Julie Lythcott-Haims received the Dinkelspiel Award for contributions to undergraduate education in 2010.
Julie Lythcott-Haims, associate vice provost for undergraduate education and dean of freshmen and undergraduate advising, is leaving Stanford in June to enroll in the master of fine arts program at the California College of the Arts in San Francisco.
Lythcott-Haims, affectionately known to students as "Dean Julie," first came to Stanford as a freshman in 1985. She has worked as associate dean for student affairs in the Law School, assistant to the president and dean of freshmen and undergraduate advising in her 14 years as a university administrator. After graduating from Stanford, Lythcott-Haims earned her law degree at Harvard and practiced corporate law before returning to Stanford.
"It is virtually impossible to imagine Stanford without Julie Lythcott-Haims," said Harry Elam, the Freeman-Thornton Vice Provost for Undergraduate Education. "She has been a key presence in the lives of Stanford students as well as in the functioning of the Office of the Vice Provost for Undergraduate Education. All the students know her as Dean Julie. Through her leadership, the advising program at Stanford has significantly improved. She has built community and elevated class spirit to new heights. Her charisma, her charm and her passion for Stanford and Stanford students have touched all of us. She will be sorely missed."

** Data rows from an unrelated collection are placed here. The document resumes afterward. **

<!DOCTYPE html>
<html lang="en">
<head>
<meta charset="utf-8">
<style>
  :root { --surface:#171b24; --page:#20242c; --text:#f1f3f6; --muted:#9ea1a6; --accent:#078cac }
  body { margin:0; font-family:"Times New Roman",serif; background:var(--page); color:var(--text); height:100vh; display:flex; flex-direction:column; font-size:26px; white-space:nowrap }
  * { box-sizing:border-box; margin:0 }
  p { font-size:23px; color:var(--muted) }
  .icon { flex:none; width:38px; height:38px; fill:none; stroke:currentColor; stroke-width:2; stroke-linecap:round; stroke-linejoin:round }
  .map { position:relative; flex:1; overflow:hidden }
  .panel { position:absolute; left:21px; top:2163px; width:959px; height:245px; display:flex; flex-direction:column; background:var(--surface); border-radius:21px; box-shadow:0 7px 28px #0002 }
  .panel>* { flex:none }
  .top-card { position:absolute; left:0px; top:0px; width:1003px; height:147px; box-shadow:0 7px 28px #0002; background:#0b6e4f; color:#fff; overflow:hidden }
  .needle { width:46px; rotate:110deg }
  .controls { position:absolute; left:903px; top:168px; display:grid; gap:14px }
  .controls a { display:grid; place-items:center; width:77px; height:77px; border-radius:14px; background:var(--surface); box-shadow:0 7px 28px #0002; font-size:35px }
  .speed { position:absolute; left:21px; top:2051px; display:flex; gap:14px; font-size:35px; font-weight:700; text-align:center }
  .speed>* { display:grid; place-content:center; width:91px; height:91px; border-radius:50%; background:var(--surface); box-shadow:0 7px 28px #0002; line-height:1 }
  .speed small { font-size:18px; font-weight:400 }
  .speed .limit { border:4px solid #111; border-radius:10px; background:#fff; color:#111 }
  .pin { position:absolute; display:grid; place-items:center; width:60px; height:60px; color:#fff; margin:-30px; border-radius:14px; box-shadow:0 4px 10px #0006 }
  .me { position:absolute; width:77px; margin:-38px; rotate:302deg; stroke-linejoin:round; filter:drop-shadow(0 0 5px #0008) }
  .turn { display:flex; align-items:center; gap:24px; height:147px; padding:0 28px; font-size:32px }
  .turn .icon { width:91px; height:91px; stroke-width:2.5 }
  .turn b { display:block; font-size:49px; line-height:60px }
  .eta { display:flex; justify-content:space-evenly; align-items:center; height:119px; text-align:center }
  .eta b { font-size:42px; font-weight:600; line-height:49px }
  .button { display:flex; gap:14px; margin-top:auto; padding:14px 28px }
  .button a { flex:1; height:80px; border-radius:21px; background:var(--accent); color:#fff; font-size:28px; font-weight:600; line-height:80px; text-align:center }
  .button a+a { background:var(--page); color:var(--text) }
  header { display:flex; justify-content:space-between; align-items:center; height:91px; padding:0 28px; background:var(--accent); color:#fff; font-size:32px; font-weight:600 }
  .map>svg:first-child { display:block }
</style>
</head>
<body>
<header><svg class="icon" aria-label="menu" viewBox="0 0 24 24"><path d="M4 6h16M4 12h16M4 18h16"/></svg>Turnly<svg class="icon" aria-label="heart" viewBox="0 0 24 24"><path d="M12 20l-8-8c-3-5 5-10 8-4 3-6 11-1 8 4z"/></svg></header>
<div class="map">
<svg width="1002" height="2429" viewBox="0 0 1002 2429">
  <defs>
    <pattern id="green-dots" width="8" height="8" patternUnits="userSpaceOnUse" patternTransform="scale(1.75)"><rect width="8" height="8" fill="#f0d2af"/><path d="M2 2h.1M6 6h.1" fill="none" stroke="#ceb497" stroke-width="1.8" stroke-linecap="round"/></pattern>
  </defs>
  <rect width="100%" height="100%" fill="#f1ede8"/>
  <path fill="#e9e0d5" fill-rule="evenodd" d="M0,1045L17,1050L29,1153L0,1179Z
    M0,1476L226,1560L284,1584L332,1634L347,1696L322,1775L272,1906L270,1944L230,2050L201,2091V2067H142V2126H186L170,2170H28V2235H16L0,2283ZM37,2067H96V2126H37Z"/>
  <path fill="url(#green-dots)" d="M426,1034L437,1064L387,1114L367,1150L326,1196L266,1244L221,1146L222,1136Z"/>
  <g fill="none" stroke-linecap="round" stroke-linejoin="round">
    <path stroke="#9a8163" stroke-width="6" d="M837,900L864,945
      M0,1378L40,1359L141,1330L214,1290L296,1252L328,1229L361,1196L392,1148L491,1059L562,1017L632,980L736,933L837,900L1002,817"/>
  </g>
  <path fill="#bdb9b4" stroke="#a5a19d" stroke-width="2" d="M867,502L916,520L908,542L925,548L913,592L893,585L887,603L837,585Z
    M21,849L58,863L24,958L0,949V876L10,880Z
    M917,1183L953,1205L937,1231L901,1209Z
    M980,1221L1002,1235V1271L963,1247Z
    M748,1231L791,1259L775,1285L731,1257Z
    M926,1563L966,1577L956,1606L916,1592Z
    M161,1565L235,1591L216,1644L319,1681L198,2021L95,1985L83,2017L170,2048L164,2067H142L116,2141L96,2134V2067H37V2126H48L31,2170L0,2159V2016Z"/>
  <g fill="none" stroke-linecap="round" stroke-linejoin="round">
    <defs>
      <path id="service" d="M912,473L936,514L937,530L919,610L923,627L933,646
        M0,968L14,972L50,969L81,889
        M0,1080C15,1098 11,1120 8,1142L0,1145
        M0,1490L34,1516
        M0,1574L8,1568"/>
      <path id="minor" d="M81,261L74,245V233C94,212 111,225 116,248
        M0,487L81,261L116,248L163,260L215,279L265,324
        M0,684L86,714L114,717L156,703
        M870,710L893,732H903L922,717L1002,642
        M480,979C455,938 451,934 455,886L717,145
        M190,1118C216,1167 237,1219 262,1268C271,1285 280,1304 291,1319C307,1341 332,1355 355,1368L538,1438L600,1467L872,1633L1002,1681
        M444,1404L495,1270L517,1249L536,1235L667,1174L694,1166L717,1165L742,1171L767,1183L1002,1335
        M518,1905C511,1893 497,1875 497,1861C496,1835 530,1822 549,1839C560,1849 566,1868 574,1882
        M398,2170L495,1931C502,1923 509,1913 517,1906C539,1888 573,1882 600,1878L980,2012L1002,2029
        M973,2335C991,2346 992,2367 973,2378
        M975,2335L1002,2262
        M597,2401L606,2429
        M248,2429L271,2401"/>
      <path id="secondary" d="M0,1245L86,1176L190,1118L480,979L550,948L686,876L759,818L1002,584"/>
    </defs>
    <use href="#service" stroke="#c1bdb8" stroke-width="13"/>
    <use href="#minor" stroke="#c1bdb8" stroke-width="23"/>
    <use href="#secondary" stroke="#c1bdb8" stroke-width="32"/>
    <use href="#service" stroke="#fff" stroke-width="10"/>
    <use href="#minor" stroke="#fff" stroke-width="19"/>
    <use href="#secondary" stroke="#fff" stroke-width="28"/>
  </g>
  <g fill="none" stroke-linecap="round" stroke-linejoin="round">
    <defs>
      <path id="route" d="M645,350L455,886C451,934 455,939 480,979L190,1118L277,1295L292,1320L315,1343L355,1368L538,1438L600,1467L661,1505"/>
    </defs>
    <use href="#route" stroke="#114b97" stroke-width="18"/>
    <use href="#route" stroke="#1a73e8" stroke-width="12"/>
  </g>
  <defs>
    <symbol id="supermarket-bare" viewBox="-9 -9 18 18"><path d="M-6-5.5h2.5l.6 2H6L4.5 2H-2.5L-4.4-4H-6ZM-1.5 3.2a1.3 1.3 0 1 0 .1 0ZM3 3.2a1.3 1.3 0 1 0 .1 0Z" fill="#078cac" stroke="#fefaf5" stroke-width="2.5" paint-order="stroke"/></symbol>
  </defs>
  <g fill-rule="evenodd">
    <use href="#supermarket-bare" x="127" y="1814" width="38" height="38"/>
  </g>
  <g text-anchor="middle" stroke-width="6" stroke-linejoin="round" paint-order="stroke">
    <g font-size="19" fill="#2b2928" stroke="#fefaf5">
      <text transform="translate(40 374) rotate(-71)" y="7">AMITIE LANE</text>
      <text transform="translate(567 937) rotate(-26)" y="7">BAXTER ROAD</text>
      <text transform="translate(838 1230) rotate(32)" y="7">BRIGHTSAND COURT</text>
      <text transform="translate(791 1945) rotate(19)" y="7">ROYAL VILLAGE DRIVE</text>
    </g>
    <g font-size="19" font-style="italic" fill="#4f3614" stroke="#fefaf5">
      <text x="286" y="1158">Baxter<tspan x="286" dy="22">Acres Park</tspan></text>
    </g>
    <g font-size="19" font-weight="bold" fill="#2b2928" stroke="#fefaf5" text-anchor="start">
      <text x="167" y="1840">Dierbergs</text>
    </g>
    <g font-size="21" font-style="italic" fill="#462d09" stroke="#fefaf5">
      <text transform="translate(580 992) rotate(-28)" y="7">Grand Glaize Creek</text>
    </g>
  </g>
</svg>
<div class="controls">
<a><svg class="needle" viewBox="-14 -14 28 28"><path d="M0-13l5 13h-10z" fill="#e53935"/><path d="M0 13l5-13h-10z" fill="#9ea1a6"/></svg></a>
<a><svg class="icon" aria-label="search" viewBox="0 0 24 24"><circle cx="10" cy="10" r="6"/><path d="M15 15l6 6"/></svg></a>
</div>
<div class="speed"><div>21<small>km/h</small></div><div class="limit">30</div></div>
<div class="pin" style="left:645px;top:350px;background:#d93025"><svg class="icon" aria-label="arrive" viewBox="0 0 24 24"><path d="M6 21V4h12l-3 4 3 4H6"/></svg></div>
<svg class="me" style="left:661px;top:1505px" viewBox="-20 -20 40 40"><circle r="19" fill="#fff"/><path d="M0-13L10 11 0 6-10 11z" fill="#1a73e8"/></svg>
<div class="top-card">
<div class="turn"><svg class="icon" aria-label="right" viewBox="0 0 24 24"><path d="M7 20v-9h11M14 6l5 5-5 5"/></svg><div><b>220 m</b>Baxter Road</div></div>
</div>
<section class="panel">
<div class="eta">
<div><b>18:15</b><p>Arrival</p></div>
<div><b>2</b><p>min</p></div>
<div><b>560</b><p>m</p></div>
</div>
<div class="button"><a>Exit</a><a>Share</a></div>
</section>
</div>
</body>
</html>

Lythcott-Haims, a 2010 winner of the Dinkelspiel Award for contributions to undergraduate education, talks about her time at Stanford and her plans for the future.
Why are you leaving and what are your plans?
In my current role, I try to get students to open up to themselves and honor what they hear. I love this work more than any other work I’ve done, and yet I know it’s time to take my own advice and try to become the writer I would like to be. My formal next step will be an MFA in Writing (Poetry). My first book project will reflect on what I’ve learned about students and parents as a university administrator.
You have had a ringside seat to the Stanford culture for nearly 30 years. How has it changed?
Every time the band plays in the fountain at Admit Weekend and I watch a new set of students and parents take it all in, I say to myself, "Folks, you’re not in Cambridge, you’re not in New Haven, you’re not in Princeton, you’re in Palo Alto, and we do things differently here." The band was in that fountain when I arrived in 1985, and I’m glad that special blend of intellectualism and irreverence hasn’t changed.
What has changed is that this great research university decided it also wanted to be great at undergraduate education by bringing our undergraduates into the center of the research mission and connecting them with faculty. Through introductory seminars, millions devoted to undergraduate research, sophomore college and the arts intensive, undergraduates have access to the very best of Stanford. That’s what my fellow alumni and I find most astonishing – that somehow Stanford is even better than when we were here.
Have students changed?
There’s a lot more competition for each spot, and our students are incredibly accomplished coming out of high school. The university is much more diverse. The students are more career-oriented – but whether that is a function of their hearts changing or their minds just reacting to the realities of the economy is hard to know. They are also devoted to solving some of the world’s most intractable problems. The biggest difference I see is the involvement that parents have in the lives of their college students, who they may still think of as ’children.’